WORK INSTRUCTION:
Show every line of the data that contains the string "gradient".

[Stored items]
+---+

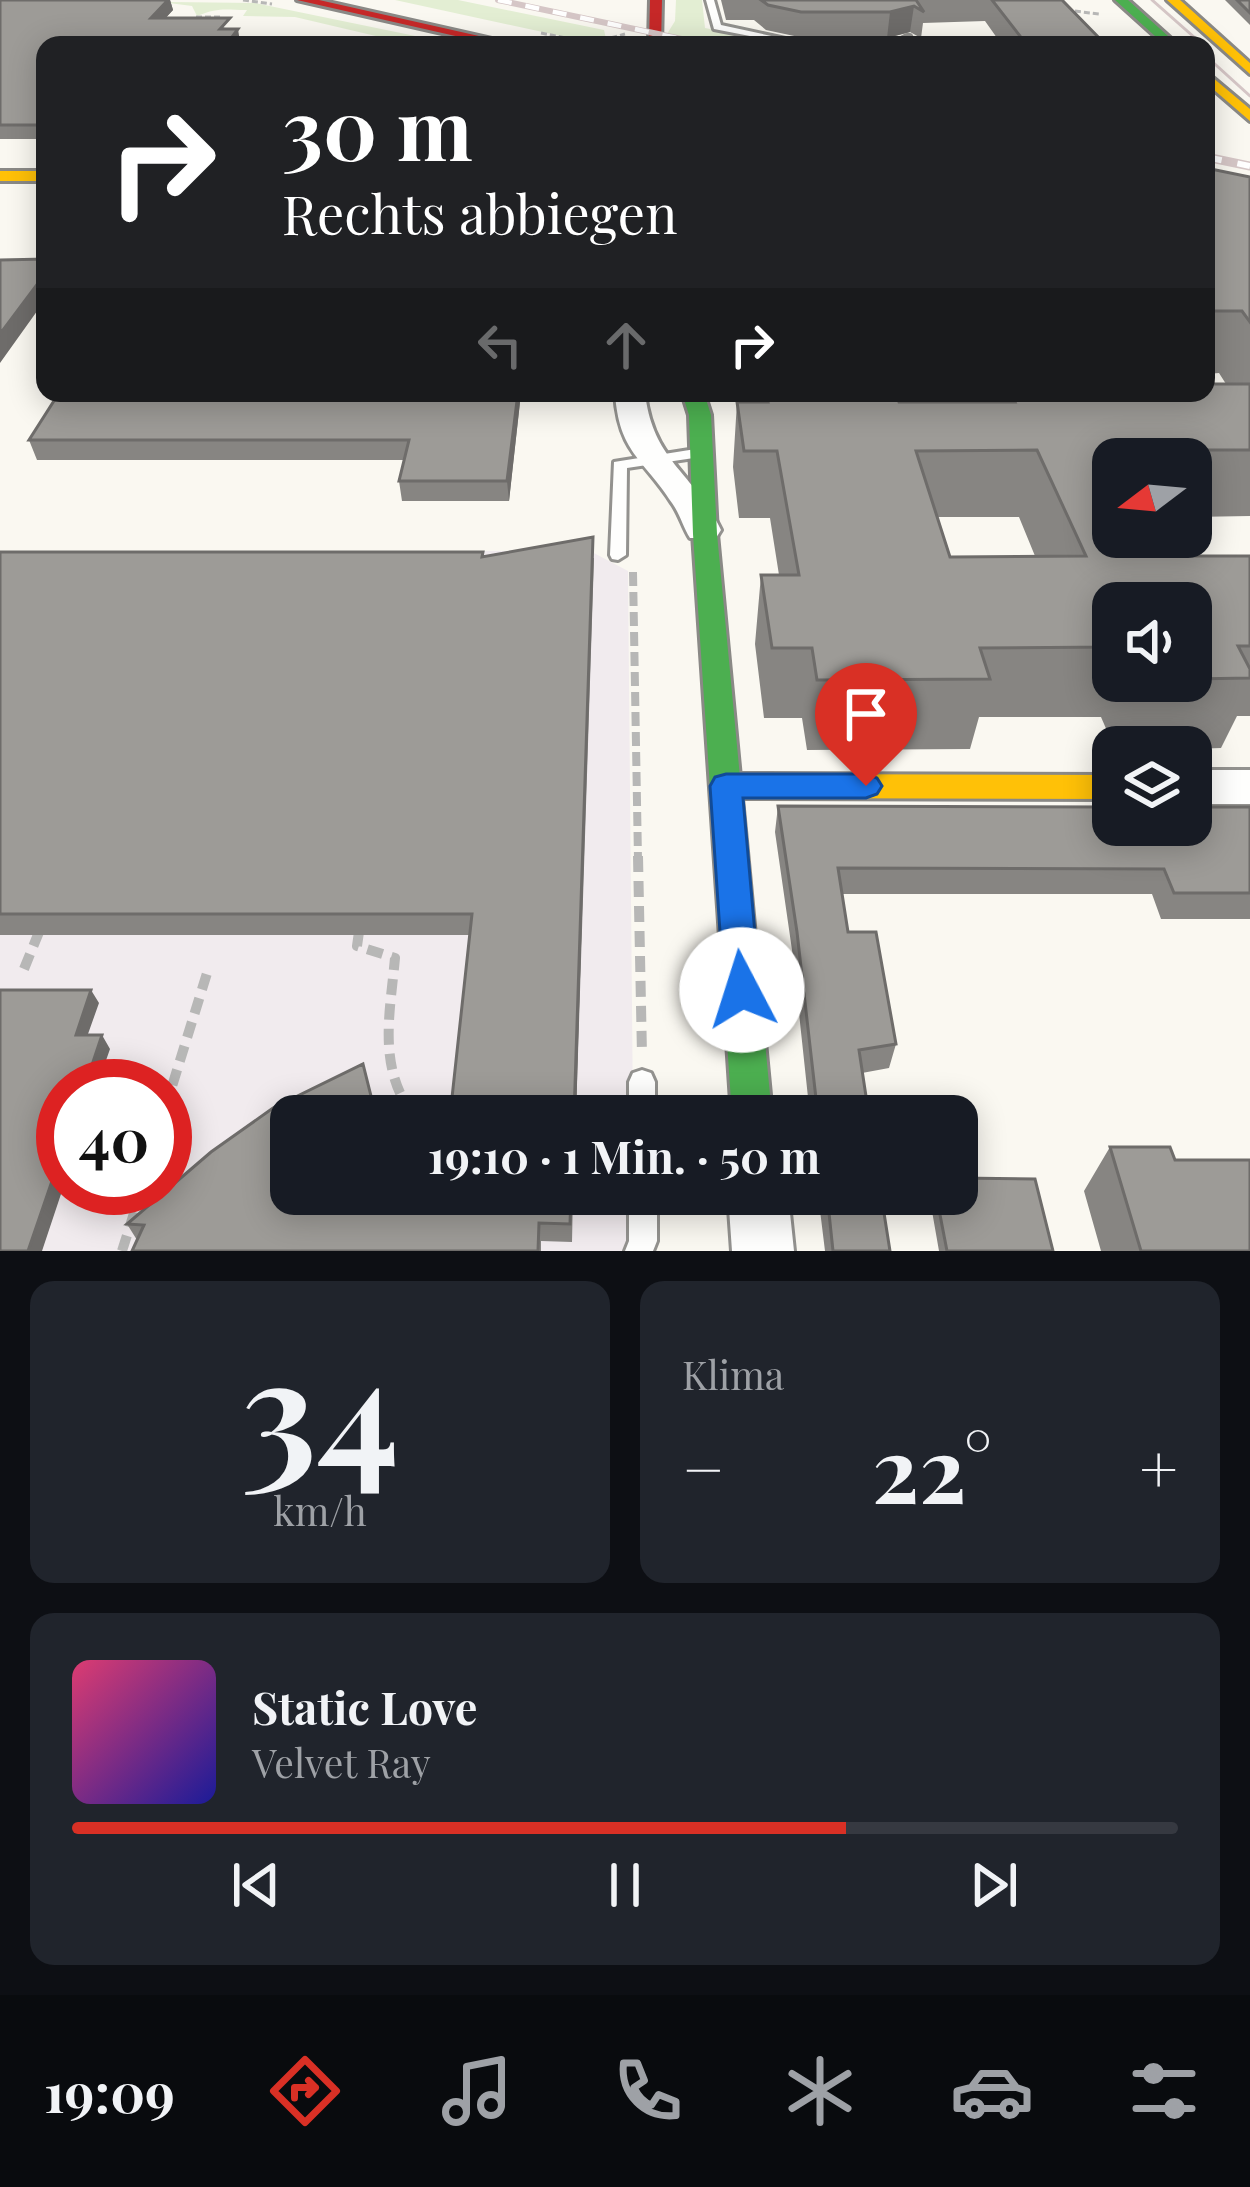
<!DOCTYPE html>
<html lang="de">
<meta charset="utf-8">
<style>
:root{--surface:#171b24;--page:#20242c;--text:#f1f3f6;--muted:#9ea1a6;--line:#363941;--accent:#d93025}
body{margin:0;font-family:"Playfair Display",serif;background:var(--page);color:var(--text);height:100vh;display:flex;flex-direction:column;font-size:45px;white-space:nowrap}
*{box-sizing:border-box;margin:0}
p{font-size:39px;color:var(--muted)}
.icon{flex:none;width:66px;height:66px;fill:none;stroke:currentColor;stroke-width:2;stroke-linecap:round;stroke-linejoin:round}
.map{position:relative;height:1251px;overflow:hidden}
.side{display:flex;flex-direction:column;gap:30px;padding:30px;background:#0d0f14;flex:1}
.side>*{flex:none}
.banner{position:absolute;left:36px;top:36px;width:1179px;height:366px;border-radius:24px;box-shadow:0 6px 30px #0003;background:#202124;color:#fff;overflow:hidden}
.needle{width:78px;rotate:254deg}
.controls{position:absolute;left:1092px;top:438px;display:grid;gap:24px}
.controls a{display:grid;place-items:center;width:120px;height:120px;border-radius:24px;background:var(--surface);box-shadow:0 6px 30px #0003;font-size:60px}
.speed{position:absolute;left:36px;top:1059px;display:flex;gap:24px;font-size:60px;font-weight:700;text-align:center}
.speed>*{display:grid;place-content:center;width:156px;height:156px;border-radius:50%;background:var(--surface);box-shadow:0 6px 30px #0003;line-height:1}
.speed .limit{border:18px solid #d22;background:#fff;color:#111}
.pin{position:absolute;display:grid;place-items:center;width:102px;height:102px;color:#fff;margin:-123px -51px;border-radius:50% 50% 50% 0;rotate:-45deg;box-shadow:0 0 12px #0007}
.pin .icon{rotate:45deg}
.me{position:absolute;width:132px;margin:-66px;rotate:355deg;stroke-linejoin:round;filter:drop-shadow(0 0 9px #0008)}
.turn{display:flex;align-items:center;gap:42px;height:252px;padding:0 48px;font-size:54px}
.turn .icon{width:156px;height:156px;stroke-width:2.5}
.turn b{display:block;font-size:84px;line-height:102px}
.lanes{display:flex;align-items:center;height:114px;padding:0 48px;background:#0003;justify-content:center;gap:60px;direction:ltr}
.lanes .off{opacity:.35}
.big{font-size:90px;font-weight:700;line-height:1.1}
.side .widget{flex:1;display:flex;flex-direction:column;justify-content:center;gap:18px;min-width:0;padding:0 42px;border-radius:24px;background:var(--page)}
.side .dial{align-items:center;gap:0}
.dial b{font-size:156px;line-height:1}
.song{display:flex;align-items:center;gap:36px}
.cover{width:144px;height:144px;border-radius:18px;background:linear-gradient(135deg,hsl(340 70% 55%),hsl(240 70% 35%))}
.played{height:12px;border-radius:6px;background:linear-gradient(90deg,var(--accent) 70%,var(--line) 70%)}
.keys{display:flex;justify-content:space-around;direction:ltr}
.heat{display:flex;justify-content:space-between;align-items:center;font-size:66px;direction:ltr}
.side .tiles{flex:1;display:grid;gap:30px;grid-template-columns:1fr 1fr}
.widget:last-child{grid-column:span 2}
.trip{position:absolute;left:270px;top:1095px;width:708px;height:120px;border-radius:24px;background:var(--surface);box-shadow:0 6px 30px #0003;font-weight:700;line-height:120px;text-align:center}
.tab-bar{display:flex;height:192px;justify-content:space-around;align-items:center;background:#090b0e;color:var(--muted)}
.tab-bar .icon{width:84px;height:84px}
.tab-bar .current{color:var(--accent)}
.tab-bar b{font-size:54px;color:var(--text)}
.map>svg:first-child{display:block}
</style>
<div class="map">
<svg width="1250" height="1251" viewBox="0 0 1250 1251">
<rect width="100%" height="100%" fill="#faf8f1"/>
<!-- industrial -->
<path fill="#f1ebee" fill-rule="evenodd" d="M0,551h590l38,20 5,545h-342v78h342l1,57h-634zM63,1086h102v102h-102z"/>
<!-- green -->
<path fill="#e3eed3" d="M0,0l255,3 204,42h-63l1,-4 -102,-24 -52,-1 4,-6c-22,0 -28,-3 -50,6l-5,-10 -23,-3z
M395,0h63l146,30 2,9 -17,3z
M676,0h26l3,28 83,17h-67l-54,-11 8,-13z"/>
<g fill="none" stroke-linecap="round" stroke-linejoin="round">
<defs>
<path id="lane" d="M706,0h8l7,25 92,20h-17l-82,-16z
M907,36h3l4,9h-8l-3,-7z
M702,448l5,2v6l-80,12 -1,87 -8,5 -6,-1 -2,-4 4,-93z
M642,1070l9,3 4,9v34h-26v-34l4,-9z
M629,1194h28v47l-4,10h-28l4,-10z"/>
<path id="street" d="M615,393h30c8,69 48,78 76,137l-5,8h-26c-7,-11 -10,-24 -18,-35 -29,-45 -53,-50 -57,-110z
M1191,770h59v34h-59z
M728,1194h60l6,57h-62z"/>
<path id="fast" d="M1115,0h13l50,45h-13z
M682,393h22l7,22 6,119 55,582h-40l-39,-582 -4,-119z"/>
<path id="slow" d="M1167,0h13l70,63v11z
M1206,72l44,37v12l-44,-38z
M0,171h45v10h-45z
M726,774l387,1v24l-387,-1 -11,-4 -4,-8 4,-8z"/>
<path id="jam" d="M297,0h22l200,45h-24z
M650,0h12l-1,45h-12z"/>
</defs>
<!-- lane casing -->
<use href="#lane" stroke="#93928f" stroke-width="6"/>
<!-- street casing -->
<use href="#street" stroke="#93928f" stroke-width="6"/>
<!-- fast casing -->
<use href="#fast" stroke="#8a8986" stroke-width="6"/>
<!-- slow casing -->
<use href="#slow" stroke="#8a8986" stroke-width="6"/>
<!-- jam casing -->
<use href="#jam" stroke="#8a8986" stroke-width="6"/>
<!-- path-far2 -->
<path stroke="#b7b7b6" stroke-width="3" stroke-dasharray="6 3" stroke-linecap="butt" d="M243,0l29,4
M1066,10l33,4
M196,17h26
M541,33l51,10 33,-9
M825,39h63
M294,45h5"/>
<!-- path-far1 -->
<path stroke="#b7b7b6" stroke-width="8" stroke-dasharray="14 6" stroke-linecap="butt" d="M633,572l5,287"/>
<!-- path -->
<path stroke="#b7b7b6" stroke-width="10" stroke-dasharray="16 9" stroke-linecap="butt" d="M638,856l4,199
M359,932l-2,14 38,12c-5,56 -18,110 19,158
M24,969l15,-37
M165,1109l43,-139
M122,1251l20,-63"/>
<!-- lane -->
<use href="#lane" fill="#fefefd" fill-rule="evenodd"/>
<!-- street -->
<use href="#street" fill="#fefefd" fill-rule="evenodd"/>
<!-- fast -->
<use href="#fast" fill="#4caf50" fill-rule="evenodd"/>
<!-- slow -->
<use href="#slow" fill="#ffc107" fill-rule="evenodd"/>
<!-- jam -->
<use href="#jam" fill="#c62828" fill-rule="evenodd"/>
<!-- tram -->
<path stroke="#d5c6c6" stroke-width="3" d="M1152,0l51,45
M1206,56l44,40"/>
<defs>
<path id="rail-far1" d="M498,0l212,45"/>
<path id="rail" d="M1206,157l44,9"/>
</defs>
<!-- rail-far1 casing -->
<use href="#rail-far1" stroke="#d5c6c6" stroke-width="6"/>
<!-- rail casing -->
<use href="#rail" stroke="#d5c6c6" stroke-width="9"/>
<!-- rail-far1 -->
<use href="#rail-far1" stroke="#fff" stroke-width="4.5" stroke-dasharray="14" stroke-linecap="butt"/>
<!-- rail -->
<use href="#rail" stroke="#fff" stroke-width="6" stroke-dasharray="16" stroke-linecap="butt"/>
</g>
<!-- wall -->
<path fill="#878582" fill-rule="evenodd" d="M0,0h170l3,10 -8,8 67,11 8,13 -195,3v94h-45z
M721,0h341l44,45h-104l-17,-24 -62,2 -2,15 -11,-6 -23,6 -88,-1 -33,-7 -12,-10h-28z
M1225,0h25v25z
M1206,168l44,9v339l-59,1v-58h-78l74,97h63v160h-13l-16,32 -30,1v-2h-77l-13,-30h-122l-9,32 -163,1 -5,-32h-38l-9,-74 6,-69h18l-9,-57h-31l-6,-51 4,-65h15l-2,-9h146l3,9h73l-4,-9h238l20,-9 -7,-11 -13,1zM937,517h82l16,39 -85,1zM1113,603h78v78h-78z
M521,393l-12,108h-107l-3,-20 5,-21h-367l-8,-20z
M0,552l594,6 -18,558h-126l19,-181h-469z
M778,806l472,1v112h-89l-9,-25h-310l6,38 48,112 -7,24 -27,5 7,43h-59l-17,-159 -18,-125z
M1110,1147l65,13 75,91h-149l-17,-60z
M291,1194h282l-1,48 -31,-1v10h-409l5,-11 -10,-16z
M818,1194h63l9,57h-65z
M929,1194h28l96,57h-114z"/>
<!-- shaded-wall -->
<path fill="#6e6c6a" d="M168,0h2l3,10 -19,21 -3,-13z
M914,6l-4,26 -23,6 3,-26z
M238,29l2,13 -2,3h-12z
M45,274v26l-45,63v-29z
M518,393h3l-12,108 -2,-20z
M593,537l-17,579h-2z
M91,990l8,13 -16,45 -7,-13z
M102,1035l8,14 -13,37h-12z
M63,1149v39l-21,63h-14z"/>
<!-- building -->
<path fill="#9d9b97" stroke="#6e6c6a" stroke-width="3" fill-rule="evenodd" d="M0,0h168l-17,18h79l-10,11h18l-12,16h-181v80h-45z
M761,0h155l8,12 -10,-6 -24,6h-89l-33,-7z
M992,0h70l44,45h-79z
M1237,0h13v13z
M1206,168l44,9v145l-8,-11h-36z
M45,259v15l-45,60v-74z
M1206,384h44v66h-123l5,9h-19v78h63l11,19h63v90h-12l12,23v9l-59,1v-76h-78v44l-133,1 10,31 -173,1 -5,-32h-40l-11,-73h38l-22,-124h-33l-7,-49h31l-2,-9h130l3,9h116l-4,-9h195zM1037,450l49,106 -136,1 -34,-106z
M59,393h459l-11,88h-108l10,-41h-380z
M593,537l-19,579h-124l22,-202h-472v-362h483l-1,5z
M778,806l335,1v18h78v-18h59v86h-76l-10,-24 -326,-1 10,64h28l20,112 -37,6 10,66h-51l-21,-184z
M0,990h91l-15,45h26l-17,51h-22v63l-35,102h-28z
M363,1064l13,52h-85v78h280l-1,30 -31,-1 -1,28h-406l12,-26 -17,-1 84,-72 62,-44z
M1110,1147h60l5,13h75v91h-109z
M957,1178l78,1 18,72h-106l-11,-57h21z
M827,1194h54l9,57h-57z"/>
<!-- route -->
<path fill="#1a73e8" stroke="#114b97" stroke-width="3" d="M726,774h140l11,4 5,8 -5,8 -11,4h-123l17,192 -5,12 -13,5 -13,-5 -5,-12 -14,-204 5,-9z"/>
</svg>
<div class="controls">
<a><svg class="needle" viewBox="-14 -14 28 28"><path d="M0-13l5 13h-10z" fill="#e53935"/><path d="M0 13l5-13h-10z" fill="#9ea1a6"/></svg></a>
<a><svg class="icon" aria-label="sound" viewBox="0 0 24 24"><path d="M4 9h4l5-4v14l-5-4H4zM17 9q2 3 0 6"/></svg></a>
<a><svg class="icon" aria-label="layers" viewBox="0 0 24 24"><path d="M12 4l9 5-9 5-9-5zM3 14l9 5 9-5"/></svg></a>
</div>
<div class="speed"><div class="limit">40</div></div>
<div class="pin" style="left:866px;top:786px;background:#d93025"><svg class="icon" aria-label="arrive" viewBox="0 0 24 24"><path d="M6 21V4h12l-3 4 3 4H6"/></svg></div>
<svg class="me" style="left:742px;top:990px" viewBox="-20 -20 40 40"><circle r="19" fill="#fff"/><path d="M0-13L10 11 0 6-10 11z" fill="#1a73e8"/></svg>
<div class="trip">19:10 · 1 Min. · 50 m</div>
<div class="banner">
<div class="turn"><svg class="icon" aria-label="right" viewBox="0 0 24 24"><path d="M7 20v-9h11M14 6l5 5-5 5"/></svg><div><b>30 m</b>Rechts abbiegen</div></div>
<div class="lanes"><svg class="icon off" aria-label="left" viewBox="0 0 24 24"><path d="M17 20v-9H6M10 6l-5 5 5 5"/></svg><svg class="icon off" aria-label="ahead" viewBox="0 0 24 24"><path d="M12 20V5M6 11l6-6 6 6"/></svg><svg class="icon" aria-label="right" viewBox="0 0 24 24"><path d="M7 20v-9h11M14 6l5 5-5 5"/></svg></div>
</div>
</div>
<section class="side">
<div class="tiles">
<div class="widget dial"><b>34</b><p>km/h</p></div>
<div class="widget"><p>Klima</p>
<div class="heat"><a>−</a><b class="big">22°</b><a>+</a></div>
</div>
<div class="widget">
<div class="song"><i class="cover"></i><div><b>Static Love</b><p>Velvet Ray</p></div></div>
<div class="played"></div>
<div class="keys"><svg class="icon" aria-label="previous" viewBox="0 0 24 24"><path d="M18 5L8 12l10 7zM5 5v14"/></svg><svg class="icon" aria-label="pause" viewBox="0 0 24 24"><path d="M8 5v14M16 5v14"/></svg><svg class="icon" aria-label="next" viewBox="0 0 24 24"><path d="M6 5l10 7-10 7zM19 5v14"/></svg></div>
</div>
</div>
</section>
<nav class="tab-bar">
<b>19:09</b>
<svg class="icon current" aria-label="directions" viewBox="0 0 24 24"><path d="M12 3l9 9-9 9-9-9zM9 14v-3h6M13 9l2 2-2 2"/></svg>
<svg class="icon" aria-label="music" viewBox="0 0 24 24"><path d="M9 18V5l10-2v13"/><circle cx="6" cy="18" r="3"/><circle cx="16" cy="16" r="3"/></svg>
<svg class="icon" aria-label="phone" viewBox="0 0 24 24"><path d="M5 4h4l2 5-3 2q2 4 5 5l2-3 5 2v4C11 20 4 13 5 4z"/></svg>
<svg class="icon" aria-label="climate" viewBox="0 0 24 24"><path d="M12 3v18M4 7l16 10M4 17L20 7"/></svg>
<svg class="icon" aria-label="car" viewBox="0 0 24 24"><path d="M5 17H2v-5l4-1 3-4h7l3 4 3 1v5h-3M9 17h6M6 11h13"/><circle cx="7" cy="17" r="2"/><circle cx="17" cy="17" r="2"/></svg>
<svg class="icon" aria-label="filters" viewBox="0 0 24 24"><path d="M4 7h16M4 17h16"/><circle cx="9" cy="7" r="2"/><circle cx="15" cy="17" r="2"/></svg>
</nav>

+---+

OUTPUT FOR THIS EXERCISE:
.cover{width:144px;height:144px;border-radius:18px;background:linear-gradient(135deg,hsl(340 70% 55%),hsl(240 70% 35%))}
.played{height:12px;border-radius:6px;background:linear-gradient(90deg,var(--accent) 70%,var(--line) 70%)}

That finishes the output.